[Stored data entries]

┄┄┄┄┄┄

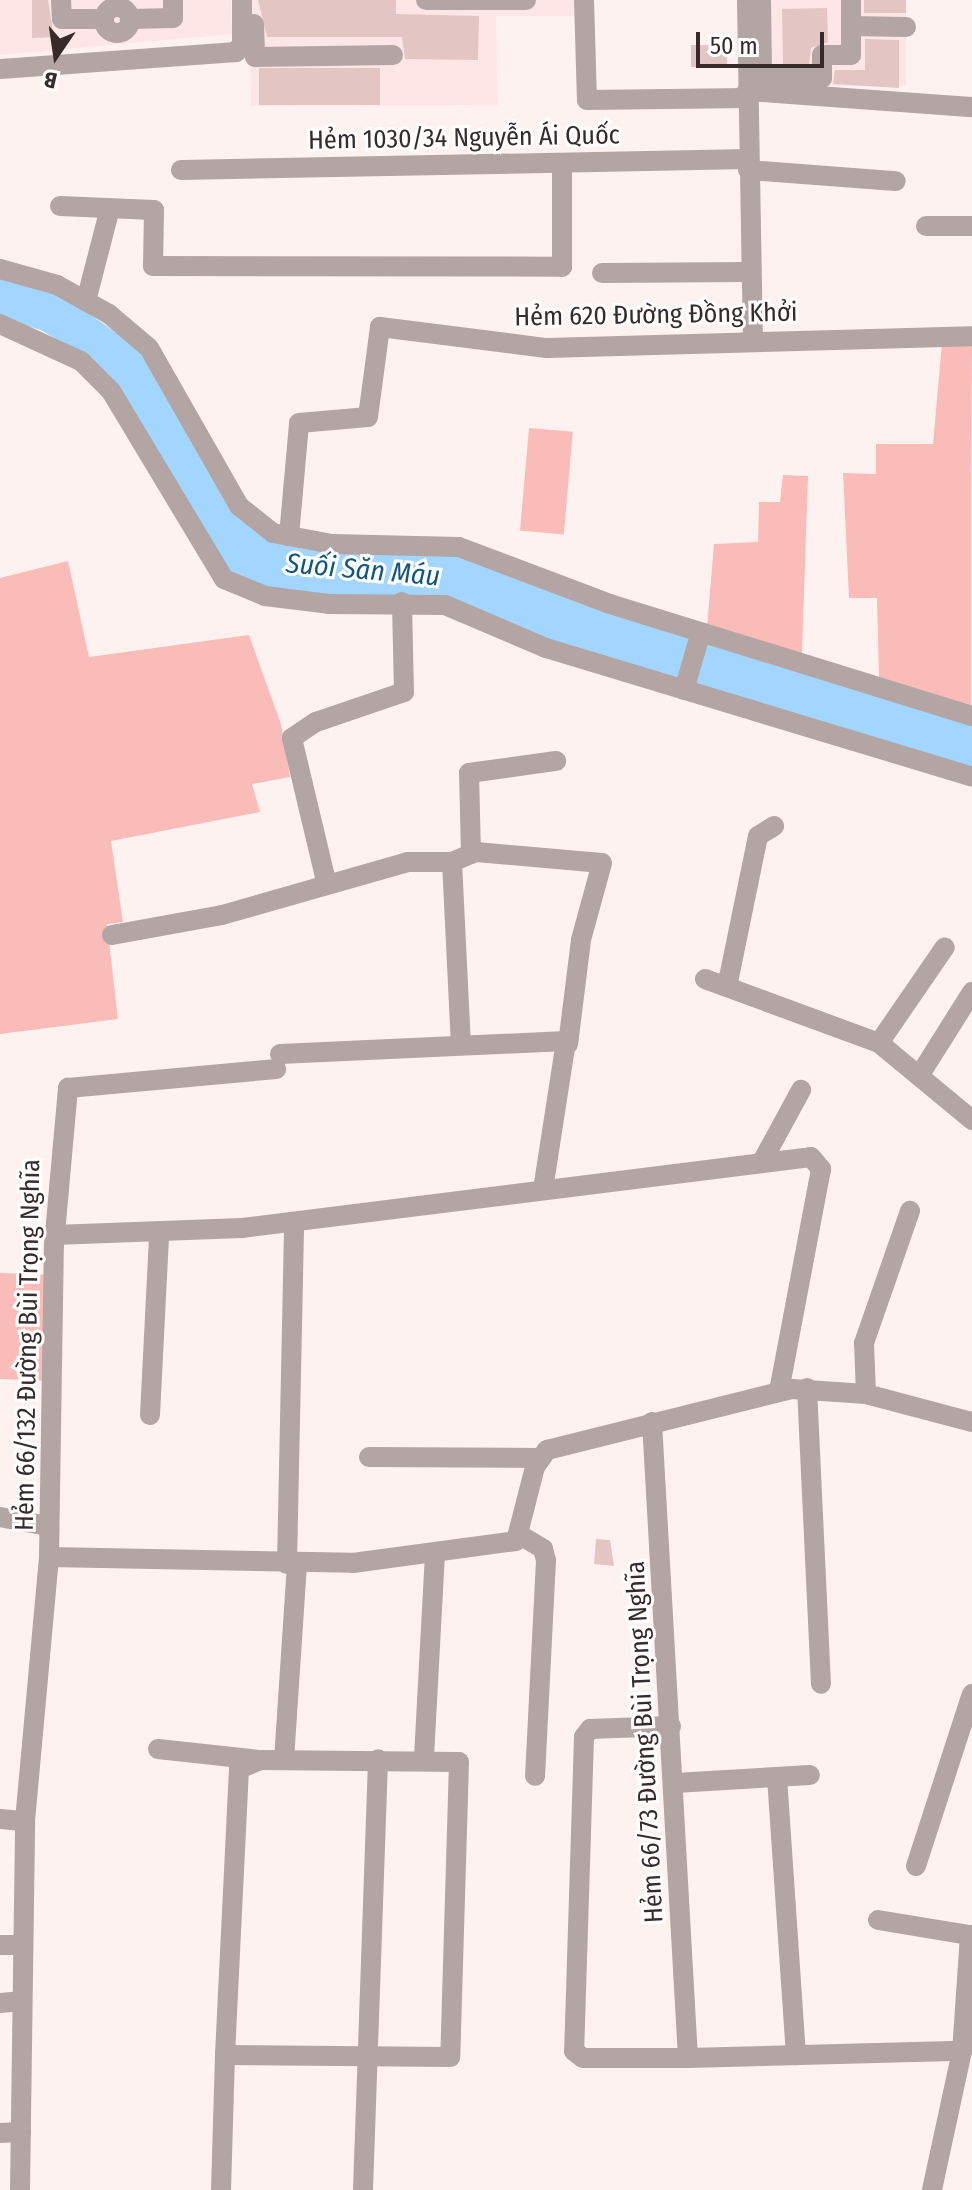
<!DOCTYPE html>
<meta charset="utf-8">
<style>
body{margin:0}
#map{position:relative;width:972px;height:2190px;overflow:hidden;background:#fef2f1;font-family:"Fira Sans Condensed",sans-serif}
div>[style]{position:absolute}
.built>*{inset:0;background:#fde6e5;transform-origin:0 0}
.green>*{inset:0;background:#f9bcb8;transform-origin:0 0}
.water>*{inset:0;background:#a3d6fe}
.building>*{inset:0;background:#e3c6c4;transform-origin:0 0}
.minor>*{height:20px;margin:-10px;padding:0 10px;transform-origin:10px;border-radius:10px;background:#b2a5a4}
.minor>.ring{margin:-10px;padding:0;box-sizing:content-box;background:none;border:20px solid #b2a5a4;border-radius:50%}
span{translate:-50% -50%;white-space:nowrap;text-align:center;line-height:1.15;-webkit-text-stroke:6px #fff;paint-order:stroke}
.street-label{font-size:26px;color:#362b2a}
.water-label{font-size:28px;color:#115681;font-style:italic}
.north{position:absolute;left:16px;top:16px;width:80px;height:80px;-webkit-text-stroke:6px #fff;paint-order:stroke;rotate:193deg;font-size:22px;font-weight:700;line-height:32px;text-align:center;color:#362b2a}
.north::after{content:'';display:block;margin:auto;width:28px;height:36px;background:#362b2a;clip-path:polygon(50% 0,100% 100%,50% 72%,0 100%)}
.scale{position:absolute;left:696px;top:32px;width:128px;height:36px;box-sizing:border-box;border:4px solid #362b2a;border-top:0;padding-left:10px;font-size:24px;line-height:28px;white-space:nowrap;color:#362b2a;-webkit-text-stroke:6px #fff;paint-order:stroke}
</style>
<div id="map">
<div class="built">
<i style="clip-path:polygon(0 0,231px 0,232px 34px,0 55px)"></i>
<i style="clip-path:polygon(249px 0,578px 0,578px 16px,496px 16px,498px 105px,251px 106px)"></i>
<i style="left:755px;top:0;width:151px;height:86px"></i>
</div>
<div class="green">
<i style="clip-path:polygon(972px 342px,971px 493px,971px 706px,879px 677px,877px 598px,849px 598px,843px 473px,876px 474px,876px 444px,933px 444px,942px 343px)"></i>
<i style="left:529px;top:428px;width:44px;height:103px;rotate:5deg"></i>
<i style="clip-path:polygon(783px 475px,808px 476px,802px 654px,707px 627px,714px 544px,758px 542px,759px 502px,780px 502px)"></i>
<i style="clip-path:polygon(68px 561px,89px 657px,249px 635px,281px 724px,290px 777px,252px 784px,260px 812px,111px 841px,123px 922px,107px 924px,118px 1019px,0 1034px,0 578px)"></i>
<i style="left:0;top:1273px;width:49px;height:106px;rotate:2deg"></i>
</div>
<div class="water">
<i style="clip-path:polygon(0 275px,56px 291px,144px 352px,269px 538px,458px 553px,972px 722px,972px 771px,553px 644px,449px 600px,267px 591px,228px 574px,86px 357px,41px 330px,0 318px)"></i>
</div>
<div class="building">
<i style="clip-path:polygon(32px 0,48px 0,54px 37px,32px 38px)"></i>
<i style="clip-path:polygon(258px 0,396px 0,396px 14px,479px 16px,478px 60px,405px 59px,402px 37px,267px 37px)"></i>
<i style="left:864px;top:0;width:42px;height:13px"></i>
<i style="clip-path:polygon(827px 8px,828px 42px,811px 48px,809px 64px,783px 64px,782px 9px)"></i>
<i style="clip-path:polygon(865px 39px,899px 40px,899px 88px,833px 84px,835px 70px,865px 70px)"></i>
<i style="left:691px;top:45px;width:36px;height:22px"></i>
<i style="left:380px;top:68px;width:37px;height:121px;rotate:90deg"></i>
<i style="clip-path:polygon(596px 1539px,610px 1540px,614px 1566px,594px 1564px)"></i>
</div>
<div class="minor">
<i style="left:61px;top:0;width:19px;rotate:87deg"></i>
<i style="left:62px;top:19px;width:42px"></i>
<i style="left:426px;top:0;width:100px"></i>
<i style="left:584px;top:0;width:100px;rotate:88.3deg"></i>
<i style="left:587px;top:100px;width:160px;rotate:-0.7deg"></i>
<i style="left:747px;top:0;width:339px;rotate:89deg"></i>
<i style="left:761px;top:0;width:76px;rotate:89.2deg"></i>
<i style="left:762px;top:76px;width:60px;rotate:1.9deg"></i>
<i style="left:822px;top:78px;width:23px;rotate:-90deg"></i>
<i style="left:822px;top:55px;width:29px"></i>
<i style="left:851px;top:55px;width:55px;rotate:-90deg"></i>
<i class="ring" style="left:104px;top:7px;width:6px;height:6px"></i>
<i style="left:130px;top:19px;width:43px;rotate:-1.3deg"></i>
<i style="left:173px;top:18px;width:18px;rotate:-90deg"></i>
<i style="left:254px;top:24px;width:33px;rotate:88deg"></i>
<i style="left:255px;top:57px;width:138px;rotate:-0.8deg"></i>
<i style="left:851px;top:26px;width:55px;rotate:1deg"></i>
<i style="left:0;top:69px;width:237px;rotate:-4.1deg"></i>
<i style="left:236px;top:52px;width:10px;rotate:-53deg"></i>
<i style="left:242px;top:44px;width:44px;rotate:-90deg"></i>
<i style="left:747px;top:91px;width:226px;rotate:4.1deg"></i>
<i style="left:181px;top:170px;width:567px;rotate:-1.11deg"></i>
<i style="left:748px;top:170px;width:148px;rotate:4.3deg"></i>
<i style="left:60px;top:206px;width:94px;rotate:2.4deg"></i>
<i style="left:154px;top:210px;width:56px;rotate:91deg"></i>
<i style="left:153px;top:266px;width:409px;rotate:0.1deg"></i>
<i style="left:562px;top:267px;width:104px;rotate:-90deg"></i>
<i style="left:926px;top:226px;width:46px"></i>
<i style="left:0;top:269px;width:59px;rotate:15.7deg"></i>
<i style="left:57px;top:285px;width:60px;rotate:29.1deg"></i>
<i style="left:109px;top:314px;width:52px;rotate:40.4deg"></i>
<i style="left:149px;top:348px;width:182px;rotate:60.3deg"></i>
<i style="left:239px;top:506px;width:43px;rotate:38.5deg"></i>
<i style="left:273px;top:533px;width:60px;rotate:10.6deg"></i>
<i style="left:332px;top:544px;width:127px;rotate:1.4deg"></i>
<i style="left:459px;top:547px;width:161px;rotate:20.7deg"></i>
<i style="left:610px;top:604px;width:379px;rotate:17.2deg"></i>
<i style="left:602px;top:273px;width:146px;rotate:-0.4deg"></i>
<i style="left:86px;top:301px;width:92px;rotate:-75.5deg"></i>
<i style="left:0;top:324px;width:89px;rotate:24.6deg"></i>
<i style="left:81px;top:361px;width:42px;rotate:45deg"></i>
<i style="left:111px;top:391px;width:219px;rotate:59deg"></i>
<i style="left:224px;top:579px;width:44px;rotate:22.5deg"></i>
<i style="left:265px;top:596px;width:64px;rotate:7.1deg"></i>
<i style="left:329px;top:604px;width:116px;rotate:0.5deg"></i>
<i style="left:445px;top:605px;width:110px;rotate:23.1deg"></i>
<i style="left:546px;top:648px;width:445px;rotate:16.8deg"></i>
<i style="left:289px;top:536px;width:113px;rotate:-84.9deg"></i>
<i style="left:299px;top:423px;width:69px;rotate:-5deg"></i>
<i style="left:368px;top:417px;width:91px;rotate:-82.4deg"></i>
<i style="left:380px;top:327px;width:168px;rotate:7.2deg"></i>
<i style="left:547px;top:348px;width:425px;rotate:-1.6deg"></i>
<i style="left:684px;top:690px;width:60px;rotate:-73.7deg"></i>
<i style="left:471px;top:854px;width:81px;rotate:-91.4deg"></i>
<i style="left:469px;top:773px;width:88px;rotate:-7.9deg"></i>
<i style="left:452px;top:862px;width:26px;rotate:-23deg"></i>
<i style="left:476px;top:852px;width:126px;rotate:5deg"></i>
<i style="left:602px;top:863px;width:80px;rotate:105.3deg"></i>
<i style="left:581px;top:940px;width:105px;rotate:97.1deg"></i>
<i style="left:326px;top:881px;width:147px;rotate:-103.4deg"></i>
<i style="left:292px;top:738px;width:29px;rotate:-34deg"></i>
<i style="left:316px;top:722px;width:93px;rotate:-18.8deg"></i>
<i style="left:404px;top:692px;width:90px;rotate:-91.3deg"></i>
<i style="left:112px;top:935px;width:112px;rotate:-10.3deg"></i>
<i style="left:222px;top:915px;width:193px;rotate:-15.9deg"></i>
<i style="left:408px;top:862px;width:44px"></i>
<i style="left:452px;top:862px;width:181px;rotate:87.2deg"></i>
<i style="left:705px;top:979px;width:185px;rotate:20.2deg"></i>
<i style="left:879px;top:1043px;width:121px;rotate:39.6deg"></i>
<i style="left:727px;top:987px;width:154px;rotate:-78.4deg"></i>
<i style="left:758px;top:836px;width:19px;rotate:-32deg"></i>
<i style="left:879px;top:1043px;width:116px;rotate:-55.5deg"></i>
<i style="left:280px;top:1054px;width:286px;rotate:-2.6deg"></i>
<i style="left:566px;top:1041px;width:150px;rotate:98.8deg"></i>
<i style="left:921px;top:1073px;width:96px;rotate:-57.8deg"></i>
<i style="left:763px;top:1160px;width:80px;rotate:-61.5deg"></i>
<i style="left:54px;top:1235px;width:188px;rotate:-2.1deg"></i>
<i style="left:242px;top:1228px;width:573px;rotate:-7.11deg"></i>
<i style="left:811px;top:1157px;width:16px;rotate:50deg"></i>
<i style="left:821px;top:1169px;width:226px;rotate:100.7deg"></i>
<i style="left:807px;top:1388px;width:296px;rotate:87.3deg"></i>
<i style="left:866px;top:1394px;width:51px;rotate:-92.2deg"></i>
<i style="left:864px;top:1343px;width:140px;rotate:-70.8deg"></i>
<i style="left:150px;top:1415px;width:180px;rotate:-87.1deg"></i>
<i style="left:652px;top:1422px;width:637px;rotate:86.76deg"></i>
<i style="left:369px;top:1457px;width:172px;rotate:0.3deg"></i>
<i style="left:0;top:1517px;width:49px;rotate:10.6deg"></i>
<i style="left:520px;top:1535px;width:27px;rotate:31deg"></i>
<i style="left:543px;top:1549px;width:11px;rotate:75deg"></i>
<i style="left:546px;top:1560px;width:216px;rotate:92.9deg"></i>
<i style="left:49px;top:1557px;width:312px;rotate:-89.1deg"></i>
<i style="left:54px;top:1245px;width:158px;rotate:-84.9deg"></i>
<i style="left:68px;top:1088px;width:209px;rotate:-5.2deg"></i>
<i style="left:287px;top:1564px;width:342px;rotate:-88.8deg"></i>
<i style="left:671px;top:1726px;width:81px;rotate:177.9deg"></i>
<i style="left:590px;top:1729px;width:10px;rotate:127deg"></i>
<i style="left:584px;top:1737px;width:314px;rotate:91.8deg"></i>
<i style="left:574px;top:2051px;width:11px;rotate:38deg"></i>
<i style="left:583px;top:2058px;width:105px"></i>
<i style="left:688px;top:2058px;width:274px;rotate:-1.5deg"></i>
<i style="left:962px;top:2051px;width:142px;rotate:102.2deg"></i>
<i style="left:158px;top:1749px;width:103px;rotate:6.2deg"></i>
<i style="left:424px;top:1757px;width:204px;rotate:-86.9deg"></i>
<i style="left:284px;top:1760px;width:196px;rotate:-86.2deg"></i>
<i style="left:777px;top:1777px;width:279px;rotate:86.1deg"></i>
<i style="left:675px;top:1783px;width:135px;rotate:-3.4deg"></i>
<i style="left:0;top:1819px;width:25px;rotate:5deg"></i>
<i style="left:916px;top:1866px;width:181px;rotate:-72deg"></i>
<i style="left:878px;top:1920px;width:93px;rotate:9.3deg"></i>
<i style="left:970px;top:1935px;width:116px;rotate:93.9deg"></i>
<i style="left:0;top:1945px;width:23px"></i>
<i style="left:0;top:2003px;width:22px;rotate:-5deg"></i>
<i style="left:0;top:2133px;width:21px;rotate:-3deg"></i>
<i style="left:20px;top:2190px;width:369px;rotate:-89.2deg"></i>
<i style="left:25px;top:1821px;width:265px;rotate:-84.8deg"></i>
<i style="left:49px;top:1557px;width:304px;rotate:1.1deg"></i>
<i style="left:353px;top:1563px;width:164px;rotate:-7.7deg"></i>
<i style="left:516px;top:1541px;width:76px;rotate:-75.6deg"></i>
<i style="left:535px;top:1467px;width:21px;rotate:-55deg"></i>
<i style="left:547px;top:1450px;width:252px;rotate:-14deg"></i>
<i style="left:792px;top:1389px;width:74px;rotate:3.9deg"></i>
<i style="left:866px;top:1394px;width:110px;rotate:14.8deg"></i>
<i style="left:221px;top:2190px;width:135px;rotate:-88.3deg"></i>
<i style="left:225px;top:2055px;width:286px;rotate:-87.2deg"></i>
<i style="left:239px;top:1769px;width:23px;rotate:-23deg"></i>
<i style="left:260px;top:1760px;width:199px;rotate:0.6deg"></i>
<i style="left:459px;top:1762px;width:295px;rotate:91.7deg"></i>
<i style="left:450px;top:2057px;width:225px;rotate:-179.5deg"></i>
<i style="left:363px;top:2190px;width:431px;rotate:-88deg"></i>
</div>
<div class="street-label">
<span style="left:464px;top:138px;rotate:-1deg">Hẻm 1030/34 Nguyễn Ái Quốc</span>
<span style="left:656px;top:315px;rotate:-1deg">Hẻm 620 Đường Đồng Khởi</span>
<span style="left:28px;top:1345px;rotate:-89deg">Hẻm 66/132 Đường Bùi Trọng Nghĩa</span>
<span style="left:645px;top:1742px;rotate:-93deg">Hẻm 66/73 Đường Bùi Trọng Nghĩa</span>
</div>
<div class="water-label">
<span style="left:363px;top:570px;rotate:5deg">Suối Săn Máu</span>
</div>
<div class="north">B</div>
<div class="scale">50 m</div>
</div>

┄┄┄┄┄┄

# Problem:
Beginning with the line that holds "Nguyễn Ái Quốc</span>", please give again each line exactly until the records end, and include that final line.

# Task response:
<span style="left:464px;top:138px;rotate:-1deg">Hẻm 1030/34 Nguyễn Ái Quốc</span>
<span style="left:656px;top:315px;rotate:-1deg">Hẻm 620 Đường Đồng Khởi</span>
<span style="left:28px;top:1345px;rotate:-89deg">Hẻm 66/132 Đường Bùi Trọng Nghĩa</span>
<span style="left:645px;top:1742px;rotate:-93deg">Hẻm 66/73 Đường Bùi Trọng Nghĩa</span>
</div>
<div class="water-label">
<span style="left:363px;top:570px;rotate:5deg">Suối Săn Máu</span>
</div>
<div class="north">B</div>
<div class="scale">50 m</div>
</div>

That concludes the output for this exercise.